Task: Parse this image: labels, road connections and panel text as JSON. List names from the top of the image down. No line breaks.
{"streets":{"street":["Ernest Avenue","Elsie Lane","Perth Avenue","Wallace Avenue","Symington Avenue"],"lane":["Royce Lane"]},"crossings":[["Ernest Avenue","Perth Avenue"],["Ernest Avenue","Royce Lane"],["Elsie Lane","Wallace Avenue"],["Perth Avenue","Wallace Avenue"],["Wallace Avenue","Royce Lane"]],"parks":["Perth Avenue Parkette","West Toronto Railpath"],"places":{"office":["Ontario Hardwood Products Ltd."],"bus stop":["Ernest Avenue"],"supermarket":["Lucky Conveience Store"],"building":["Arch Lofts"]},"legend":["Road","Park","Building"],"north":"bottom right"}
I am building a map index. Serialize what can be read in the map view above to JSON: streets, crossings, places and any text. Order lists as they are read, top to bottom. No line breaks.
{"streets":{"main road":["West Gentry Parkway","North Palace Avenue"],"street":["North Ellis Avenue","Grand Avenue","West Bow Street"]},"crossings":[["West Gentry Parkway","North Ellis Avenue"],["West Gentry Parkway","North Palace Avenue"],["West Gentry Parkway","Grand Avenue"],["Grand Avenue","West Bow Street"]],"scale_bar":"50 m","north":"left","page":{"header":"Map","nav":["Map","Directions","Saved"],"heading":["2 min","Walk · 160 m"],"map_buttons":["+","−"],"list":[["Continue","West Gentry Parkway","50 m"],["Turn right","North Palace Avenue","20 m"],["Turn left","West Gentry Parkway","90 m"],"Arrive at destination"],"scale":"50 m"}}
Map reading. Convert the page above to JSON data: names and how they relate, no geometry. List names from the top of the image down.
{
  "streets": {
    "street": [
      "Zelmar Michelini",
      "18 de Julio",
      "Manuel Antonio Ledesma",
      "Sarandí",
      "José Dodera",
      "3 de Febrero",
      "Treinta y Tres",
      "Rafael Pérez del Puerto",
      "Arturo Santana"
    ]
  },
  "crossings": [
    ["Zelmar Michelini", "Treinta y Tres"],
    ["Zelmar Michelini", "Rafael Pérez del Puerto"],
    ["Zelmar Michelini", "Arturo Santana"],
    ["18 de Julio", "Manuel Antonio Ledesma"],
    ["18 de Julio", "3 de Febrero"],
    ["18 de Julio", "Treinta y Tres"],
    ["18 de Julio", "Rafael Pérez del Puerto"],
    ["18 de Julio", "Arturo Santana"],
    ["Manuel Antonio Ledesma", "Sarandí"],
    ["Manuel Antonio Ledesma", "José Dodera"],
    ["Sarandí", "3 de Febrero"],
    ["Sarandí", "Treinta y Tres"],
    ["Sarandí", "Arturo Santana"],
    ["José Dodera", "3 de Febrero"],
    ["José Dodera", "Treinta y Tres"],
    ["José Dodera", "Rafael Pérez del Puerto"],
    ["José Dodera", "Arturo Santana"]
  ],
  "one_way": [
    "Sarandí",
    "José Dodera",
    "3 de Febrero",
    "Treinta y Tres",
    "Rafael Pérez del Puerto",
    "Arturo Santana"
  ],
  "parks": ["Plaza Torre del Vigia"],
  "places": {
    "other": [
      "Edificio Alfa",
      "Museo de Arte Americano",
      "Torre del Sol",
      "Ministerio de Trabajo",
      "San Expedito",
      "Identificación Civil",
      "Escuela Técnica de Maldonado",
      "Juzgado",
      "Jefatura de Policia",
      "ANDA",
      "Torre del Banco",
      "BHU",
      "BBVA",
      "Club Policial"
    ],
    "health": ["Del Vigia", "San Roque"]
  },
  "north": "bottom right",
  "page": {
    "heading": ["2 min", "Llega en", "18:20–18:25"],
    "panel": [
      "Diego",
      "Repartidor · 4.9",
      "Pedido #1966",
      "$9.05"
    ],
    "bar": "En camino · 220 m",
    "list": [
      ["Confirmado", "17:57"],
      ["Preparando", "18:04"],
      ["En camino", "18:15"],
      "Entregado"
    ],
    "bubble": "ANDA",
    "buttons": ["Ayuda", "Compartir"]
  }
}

++++++++++

Go through the listing above and copy each line that contains "Treinta".

* **The answer**
      "Treinta y Tres",
    ["Zelmar Michelini", "Treinta y Tres"],
    ["18 de Julio", "Treinta y Tres"],
    ["Sarandí", "Treinta y Tres"],
    ["José Dodera", "Treinta y Tres"],
    "Treinta y Tres",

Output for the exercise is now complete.